**Required work:**
For this exercise, copy each line of the records that contains the word "speed".

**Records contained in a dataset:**

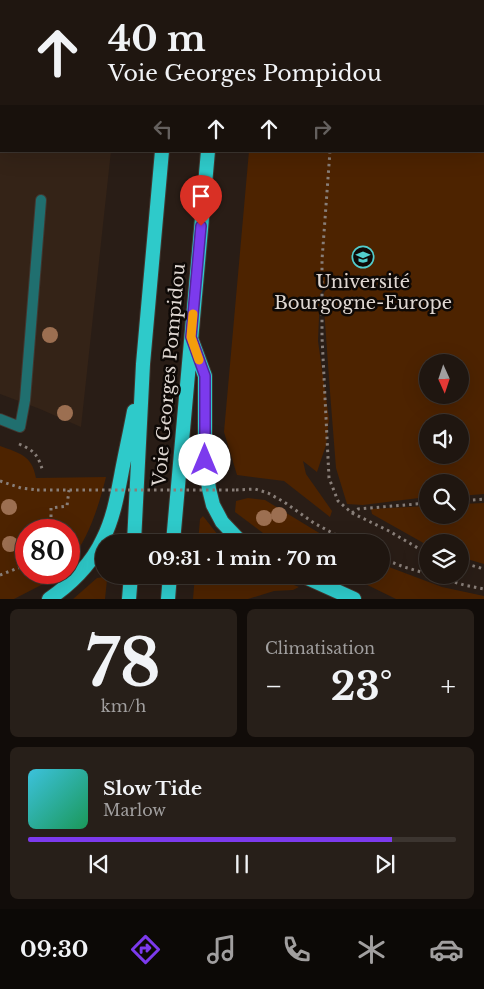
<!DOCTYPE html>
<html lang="fr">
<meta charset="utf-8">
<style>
:root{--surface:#1f1610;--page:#271f19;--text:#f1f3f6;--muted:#a19f9f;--line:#3c3530;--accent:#7c3aed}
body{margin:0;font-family:"Libre Baskerville",serif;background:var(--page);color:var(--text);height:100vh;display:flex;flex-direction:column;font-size:19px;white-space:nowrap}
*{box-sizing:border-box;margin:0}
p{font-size:16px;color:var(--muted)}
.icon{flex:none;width:28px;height:28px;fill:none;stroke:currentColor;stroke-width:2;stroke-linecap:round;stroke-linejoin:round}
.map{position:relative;height:599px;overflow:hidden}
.panel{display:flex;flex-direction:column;gap:10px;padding:10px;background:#110c09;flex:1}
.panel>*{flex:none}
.hud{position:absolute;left:0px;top:0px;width:485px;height:152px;box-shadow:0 5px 20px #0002,0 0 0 1px var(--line);background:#1f1610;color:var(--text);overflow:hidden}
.needle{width:32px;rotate:177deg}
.fabs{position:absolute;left:419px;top:354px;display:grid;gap:10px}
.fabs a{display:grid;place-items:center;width:50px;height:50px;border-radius:50%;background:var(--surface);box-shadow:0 5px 20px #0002,0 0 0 1px var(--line);font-size:25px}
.speed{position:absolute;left:15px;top:519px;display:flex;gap:10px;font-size:25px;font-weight:700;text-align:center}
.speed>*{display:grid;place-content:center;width:65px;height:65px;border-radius:50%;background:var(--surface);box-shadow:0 5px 20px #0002,0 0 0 1px var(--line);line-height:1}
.speed .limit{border:8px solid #d22;background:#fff;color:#111}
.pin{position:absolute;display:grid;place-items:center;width:42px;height:42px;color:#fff;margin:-51px -21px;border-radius:50% 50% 50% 0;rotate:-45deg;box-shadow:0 0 5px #0007}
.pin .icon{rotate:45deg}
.me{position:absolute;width:55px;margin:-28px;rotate:0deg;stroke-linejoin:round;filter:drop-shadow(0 0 4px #0008)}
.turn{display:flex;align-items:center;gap:18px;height:105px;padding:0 25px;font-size:22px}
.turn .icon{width:65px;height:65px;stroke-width:2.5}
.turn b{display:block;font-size:35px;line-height:42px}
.lanes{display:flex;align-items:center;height:48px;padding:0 25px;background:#0003;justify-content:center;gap:25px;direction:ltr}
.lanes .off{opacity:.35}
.big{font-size:38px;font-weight:800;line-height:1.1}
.panel .card{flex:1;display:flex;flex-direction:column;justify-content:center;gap:8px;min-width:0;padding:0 18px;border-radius:8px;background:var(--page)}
.panel .dial{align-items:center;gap:0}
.dial b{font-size:65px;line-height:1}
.song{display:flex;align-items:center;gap:15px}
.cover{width:60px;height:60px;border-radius:8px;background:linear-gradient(135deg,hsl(190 70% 55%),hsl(150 70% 35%))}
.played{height:5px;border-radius:2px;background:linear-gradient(90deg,var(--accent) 85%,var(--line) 85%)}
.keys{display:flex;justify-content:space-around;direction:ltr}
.heat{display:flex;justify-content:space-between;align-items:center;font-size:28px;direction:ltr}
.panel .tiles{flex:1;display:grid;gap:10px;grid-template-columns:1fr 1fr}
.card:last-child{grid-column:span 2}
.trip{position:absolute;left:95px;top:534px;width:295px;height:50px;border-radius:25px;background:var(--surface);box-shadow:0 5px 20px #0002,0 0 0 1px var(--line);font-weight:800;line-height:50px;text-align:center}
.menu{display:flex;height:80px;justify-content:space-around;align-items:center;background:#0c0906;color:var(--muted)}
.menu .icon{width:35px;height:35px}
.menu .selected{color:var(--accent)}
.menu b{font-size:22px;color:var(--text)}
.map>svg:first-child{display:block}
.built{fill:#342317}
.green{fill:#4d2300;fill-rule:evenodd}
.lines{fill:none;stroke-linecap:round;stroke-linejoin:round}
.service-casing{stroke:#423730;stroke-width:12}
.minor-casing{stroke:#423730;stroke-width:12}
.trunk-casing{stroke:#423730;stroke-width:16}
.path{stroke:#887e78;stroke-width:3;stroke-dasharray:2.5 4;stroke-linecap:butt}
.service{stroke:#206f6f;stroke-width:10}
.minor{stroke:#206f6f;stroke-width:10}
.trunk{stroke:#2ecaca;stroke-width:14}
.path-bridge{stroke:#887e78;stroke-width:3;stroke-dasharray:2.5 4;stroke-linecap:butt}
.tree{fill:#9c6f51}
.route-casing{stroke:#51269a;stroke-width:12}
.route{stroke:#7c3aed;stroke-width:9}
.slow{stroke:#f59e0b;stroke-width:9}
.labels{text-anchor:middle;stroke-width:5;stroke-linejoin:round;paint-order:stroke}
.poi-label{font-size:18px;fill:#dfd7d2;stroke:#0e0906}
.street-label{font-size:18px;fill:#dfd7d2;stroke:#0e0906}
</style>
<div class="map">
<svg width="484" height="599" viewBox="0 0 484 599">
<rect width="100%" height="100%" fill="#291d16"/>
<!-- built -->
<path class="built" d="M0 0H105V1H1V151H111L81 427 40 409 0 394Z"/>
<!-- green -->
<path class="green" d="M262 0H484V494L460 496V482H428L427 497 363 505 347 504 336 468 330 392 324 308V293L331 281 320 294 318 341 329 419 326 445 317 472 303 461 306 474 332 511 330 517 284 481 237 475 224 432 249 151H484V1H262ZM428 362H460V395H428ZM428 422H460V455H428Z
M0 446C19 453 32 455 36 478L106 477C98 508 89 538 69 562V530H26V572L59 573 51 580 14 599H0Z
M248 498 265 500 334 542H275L235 512 236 501Z
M484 503V564L460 557V542H428L427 545 372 514 371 509 427 506 428 515H460V504Z
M203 516 218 535 224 542H198L200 519Z
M381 564 442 587 484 596V599H396L347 575H381Z
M195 575H269L299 587 293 590 274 591 248 599H193Z
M104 577 107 580 105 599H73L97 578Z"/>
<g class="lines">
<!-- service casing -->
<g class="service-casing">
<path id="service" d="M0 136 1 135"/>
</g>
<!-- minor casing -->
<g class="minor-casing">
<path id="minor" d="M0 419 20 427 25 400 41 200"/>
</g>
<!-- trunk casing -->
<g class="trunk-casing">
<path id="trunk" d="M175 1V0
M221 1V0
M192 341 205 376V459L209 489 213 505 222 522 241 542
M134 542 143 364 162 151
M173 542 208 151
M301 575 354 599
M49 599C71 584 92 563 103 539 113 519 117 497 121 476 125 454 130 433 134 411
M129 599 131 575
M168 599 170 575"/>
</g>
<!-- path -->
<path class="path" d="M343 1V0
M330 151 322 260V337L329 478 338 501 352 513 389 531 428 554
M19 444C35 451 38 455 43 472
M0 481 21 488 37 490
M236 490 255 489 268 493 284 502 314 523 349 542
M460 501 484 499
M352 513 358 509 428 503
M51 530V508L67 506 69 490
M381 558 404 567 428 574
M460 562 484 569
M0 575 26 565
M430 575 464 585 484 589"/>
<!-- service -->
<use href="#service" class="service"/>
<!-- minor -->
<use href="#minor" class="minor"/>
<!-- trunk -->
<use href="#trunk" class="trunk"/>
<!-- path-bridge -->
<path class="path-bridge" d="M37 490H236"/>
</g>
<!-- trees -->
<g class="tree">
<circle cx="50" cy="335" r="8"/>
<circle cx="65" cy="413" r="8"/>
<circle cx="9" cy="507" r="8"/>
<circle cx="279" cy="515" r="8"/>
<circle cx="264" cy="518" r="8"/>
<circle cx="10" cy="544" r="8"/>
</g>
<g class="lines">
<!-- route casing -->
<g class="route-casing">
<path id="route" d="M201 226 191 337 205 376V460"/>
</g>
<!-- route -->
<use href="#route" class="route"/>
<!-- slow -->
<path class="slow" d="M193 314 191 337 199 360"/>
</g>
<!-- icons -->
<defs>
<g id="university-ring" transform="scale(1.125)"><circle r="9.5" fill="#0e0906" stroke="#52cdcd" stroke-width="1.5"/><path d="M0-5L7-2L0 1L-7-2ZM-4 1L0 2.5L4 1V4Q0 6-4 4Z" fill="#52cdcd"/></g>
</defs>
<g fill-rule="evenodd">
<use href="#university-ring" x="363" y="257"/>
</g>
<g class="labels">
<!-- poi labels -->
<g class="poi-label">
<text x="363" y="288">Université<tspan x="363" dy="21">Bourgogne-Europe</tspan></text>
</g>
<!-- street labels -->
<g class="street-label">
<text transform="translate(169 375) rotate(-85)" y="6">Voie Georges Pompidou</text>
</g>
</g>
</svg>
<div class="fabs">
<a><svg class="needle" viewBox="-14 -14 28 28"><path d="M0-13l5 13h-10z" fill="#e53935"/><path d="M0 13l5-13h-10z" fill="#a19f9f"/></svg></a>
<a><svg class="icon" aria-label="sound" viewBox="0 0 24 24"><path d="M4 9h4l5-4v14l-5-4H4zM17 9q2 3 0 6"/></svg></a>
<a><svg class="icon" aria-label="search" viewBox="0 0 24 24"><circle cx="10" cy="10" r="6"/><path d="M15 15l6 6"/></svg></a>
<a><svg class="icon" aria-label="layers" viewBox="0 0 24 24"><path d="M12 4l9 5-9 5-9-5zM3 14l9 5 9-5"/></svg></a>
</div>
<div class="speed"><div class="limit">80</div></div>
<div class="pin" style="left:201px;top:226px;background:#d93025"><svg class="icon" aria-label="arrive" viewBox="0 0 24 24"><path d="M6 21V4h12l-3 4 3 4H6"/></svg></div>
<svg class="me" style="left:205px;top:460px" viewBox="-20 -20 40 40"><circle r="19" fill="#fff"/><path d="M0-13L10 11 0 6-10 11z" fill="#7c3aed"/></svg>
<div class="trip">09:31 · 1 min · 70 m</div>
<div class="hud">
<div class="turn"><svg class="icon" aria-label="ahead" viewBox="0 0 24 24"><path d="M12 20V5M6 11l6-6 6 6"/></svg><div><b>40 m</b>Voie Georges Pompidou</div></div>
<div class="lanes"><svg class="icon off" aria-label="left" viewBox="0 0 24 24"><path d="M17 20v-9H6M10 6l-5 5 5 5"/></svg><svg class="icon" aria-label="ahead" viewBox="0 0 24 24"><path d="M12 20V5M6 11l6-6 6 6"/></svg><svg class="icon" aria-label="ahead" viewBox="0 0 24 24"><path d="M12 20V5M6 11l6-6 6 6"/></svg><svg class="icon off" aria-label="right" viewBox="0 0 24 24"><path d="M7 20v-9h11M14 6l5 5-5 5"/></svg></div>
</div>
</div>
<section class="panel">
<div class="tiles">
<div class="card dial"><b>78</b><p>km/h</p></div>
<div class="card"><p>Climatisation</p>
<div class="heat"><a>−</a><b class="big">23°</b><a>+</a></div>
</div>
<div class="card">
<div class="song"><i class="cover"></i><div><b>Slow Tide</b><p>Marlow</p></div></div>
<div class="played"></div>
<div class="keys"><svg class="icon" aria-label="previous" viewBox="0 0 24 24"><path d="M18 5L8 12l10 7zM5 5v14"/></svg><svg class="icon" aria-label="pause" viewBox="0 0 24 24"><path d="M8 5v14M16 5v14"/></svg><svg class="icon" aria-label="next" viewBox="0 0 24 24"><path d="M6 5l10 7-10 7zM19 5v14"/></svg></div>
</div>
</div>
</section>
<nav class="menu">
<b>09:30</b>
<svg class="icon selected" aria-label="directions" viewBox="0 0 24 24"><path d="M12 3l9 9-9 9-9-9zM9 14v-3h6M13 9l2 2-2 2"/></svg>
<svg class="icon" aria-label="music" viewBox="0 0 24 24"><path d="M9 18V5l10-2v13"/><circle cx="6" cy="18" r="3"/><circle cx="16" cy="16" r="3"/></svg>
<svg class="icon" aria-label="phone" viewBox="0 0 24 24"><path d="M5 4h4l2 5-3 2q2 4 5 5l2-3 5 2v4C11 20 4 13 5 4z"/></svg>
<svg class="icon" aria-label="climate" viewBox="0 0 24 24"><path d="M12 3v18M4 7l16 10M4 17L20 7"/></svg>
<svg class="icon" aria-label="car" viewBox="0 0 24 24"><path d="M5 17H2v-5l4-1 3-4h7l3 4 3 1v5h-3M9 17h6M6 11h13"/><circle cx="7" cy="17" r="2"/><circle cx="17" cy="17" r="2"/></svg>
</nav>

**Finished task:**
.speed{position:absolute;left:15px;top:519px;display:flex;gap:10px;font-size:25px;font-weight:700;text-align:center}
.speed>*{display:grid;place-content:center;width:65px;height:65px;border-radius:50%;background:var(--surface);box-shadow:0 5px 20px #0002,0 0 0 1px var(--line);line-height:1}
.speed .limit{border:8px solid #d22;background:#fff;color:#111}
<div class="speed"><div class="limit">80</div></div>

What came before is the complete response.